Marine & Environmental Sciences Faculty Proceedings, Presentations, Speeches, Lectures

Declining Primary Productivity in the North Pacific: Past Implications for Marine Mammal Populations and Changes Ahead

Event Name/Location

Legacy of an Oil Spill: Ten Years After Exxon Valdez, Anchorage, Alaska, March 1999

Presentation Date


Document Type

Conference Proceeding


Populations of Steller sea lions (Eumetopias jubatus) and harbor seals (Phoca vitulina) have declined in the past decade to 10-50% of initial populations in the western Gulf of Alaska and Bering Sea. Several studies have sought to determine if these declines arise from "top down" or "bottom up" controls. We have used stable carbon isotope ratios in whale baleen as a means of testing the hypothesis that climate change has forced a decrease in ecosystem carrying capacity. Recent findings in laboratory and natural environments indicate that carbon isotope ratios of phytoplankton are closely linked to cell growth rates where other floristic and environmental conditions are similar. Once incorporated into phytoplankton, the isotope ratios are conservatively transferred into the food webs supporting consumer organisms.

Bowhead whale (Balaena mysticetus) baleen, grown while the whales fed in the Bering-Chukchi seas, provides a multiyear temporal record of isotope ratios in their zooplankton prey and, by proxy, the phytoplankton supporting the consumer food webs. By using baleen plates from 26 whales archived at the Los Angeles County Museum and recently taken by Native hunters, an isotopic record was constructed extending from 1947 to 1995. From this, we infer that seasonal primary productivity in the Bering Sea was at a higher rate over the period 1947-1966, then underwent a general decline continuing to the most recent samples (1995).

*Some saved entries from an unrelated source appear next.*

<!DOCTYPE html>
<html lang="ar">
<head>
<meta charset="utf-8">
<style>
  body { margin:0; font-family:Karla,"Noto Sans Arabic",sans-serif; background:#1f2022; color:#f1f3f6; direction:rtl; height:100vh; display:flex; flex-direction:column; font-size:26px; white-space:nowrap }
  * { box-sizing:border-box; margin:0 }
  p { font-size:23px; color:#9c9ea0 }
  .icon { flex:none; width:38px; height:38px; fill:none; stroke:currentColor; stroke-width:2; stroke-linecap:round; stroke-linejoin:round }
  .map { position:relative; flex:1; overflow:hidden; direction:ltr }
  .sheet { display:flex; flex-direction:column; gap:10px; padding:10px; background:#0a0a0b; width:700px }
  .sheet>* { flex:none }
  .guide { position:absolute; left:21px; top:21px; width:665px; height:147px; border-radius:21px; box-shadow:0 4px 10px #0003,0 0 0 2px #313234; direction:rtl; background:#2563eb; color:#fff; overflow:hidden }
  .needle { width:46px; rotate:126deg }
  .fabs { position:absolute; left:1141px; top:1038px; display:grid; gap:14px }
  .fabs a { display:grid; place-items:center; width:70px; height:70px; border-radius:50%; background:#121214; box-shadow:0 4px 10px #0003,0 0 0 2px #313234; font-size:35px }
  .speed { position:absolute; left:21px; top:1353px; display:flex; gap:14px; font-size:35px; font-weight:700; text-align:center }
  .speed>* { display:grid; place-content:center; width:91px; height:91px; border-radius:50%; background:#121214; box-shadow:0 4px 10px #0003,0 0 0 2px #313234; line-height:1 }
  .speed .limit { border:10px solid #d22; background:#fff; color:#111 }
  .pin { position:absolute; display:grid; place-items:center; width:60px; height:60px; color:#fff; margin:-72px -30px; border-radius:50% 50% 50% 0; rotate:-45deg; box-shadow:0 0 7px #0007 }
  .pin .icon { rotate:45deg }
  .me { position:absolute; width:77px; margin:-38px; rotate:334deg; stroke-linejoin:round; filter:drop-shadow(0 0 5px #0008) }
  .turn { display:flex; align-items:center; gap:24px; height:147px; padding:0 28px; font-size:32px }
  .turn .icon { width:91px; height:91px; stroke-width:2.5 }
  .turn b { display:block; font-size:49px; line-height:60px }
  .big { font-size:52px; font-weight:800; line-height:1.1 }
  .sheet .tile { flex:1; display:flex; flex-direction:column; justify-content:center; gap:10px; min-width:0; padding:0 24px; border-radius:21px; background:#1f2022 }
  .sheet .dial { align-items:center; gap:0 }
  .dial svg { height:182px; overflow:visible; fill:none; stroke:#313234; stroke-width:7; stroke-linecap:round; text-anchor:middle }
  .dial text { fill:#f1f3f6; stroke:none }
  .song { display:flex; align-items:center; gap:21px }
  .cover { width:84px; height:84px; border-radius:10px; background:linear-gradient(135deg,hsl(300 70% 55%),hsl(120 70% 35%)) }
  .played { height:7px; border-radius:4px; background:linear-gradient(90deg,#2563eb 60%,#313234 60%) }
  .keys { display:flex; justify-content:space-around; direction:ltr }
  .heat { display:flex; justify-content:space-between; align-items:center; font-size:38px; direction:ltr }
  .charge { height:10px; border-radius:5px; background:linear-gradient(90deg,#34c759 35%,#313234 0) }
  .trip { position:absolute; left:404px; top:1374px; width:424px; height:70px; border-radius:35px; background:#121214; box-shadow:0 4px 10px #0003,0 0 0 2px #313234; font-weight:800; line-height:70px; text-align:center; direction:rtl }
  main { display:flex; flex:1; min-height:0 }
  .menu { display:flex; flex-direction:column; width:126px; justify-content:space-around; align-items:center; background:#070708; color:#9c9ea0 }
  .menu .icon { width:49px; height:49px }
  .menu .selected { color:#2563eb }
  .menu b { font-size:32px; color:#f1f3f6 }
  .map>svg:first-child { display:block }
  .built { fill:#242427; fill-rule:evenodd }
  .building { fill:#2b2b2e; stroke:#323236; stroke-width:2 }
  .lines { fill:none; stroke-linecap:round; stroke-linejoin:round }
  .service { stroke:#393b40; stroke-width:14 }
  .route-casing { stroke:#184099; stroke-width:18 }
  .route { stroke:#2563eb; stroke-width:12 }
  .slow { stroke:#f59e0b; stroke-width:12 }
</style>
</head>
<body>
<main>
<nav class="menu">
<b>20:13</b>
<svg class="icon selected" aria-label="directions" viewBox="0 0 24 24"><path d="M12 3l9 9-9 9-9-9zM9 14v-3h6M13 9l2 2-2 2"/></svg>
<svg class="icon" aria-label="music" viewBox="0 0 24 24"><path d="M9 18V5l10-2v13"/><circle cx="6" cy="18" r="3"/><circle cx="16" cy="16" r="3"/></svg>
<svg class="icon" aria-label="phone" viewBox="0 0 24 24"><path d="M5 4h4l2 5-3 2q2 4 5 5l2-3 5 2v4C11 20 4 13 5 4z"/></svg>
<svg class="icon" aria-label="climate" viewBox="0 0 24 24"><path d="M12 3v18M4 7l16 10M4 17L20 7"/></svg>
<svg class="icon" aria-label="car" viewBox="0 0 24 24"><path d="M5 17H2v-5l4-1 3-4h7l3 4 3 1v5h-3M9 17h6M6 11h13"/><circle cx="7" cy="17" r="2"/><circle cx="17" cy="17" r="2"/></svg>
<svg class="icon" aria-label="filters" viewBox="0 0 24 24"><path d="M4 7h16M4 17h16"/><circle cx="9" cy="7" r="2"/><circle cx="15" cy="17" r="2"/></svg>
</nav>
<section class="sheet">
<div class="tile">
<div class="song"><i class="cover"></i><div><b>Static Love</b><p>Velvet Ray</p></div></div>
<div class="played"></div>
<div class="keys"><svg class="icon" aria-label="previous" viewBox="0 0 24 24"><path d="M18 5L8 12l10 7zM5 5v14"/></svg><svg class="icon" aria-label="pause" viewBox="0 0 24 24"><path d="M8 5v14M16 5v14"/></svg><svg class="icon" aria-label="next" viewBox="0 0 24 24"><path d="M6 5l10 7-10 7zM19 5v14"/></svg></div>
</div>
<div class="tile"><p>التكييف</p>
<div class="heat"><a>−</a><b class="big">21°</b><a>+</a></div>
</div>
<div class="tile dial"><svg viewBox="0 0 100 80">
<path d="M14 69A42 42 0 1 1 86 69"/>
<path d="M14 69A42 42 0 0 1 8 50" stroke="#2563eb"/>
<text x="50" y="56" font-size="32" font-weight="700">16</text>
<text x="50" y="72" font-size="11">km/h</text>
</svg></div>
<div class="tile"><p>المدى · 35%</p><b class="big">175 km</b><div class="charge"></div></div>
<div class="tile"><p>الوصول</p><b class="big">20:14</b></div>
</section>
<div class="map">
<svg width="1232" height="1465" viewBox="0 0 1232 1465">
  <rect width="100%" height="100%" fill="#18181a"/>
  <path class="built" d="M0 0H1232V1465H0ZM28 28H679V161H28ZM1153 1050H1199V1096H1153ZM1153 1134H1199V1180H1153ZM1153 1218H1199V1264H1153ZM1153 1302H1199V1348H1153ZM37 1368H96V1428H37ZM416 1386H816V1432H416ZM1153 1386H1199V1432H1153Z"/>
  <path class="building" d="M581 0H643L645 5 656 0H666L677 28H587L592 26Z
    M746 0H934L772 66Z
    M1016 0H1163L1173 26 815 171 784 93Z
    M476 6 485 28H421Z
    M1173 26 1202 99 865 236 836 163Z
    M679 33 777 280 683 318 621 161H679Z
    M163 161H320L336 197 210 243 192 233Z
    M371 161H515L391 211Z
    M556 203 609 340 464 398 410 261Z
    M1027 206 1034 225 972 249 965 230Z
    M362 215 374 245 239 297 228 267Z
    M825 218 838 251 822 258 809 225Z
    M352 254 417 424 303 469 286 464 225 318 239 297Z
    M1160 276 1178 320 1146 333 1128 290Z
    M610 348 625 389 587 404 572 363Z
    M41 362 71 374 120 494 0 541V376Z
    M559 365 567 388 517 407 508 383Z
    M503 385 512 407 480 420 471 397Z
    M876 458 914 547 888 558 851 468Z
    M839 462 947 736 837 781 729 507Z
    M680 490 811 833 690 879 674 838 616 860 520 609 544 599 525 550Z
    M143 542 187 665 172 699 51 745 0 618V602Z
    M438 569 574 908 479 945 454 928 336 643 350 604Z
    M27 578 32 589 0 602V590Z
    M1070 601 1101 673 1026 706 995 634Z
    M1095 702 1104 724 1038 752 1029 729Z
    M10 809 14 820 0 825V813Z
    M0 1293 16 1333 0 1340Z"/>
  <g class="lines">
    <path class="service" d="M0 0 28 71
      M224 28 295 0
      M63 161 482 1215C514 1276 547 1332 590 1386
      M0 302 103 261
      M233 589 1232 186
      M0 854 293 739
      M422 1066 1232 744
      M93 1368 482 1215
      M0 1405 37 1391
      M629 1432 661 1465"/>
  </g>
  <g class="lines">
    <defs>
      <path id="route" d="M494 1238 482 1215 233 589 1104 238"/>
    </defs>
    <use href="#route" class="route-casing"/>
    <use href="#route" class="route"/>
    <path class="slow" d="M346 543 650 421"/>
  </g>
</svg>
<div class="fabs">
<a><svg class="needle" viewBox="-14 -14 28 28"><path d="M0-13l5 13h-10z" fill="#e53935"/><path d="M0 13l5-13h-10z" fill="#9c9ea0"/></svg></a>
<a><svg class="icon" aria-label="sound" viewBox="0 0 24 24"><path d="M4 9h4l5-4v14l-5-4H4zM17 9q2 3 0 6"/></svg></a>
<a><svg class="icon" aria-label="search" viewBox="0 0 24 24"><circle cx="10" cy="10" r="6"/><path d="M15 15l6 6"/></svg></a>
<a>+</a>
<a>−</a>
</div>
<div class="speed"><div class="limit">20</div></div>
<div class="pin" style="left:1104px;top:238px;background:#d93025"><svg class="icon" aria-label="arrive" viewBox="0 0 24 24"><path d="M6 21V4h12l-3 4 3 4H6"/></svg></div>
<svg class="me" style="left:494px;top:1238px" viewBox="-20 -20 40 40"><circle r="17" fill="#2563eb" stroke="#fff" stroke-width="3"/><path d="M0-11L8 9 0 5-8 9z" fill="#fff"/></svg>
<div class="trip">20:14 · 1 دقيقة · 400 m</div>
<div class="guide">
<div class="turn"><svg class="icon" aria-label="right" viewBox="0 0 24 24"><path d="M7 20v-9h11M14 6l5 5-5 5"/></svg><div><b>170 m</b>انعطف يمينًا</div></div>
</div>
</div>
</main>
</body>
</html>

Assuming a close similarity to the published relationships established between primary productivity and carbon isotope ratios, the decline in the Bering Sea carbon isotope ratios suggests a loss of 35-40% of the carrying capacity of 30 years ago. This drastic decline is evident in recent zooplankton biomass estimates and is very likely implicated in the continuing decline of marine mammal populations in the western Gulf of Alaska and Bering Sea. Seeking the environmental physical and chemical causes is the focus for future work.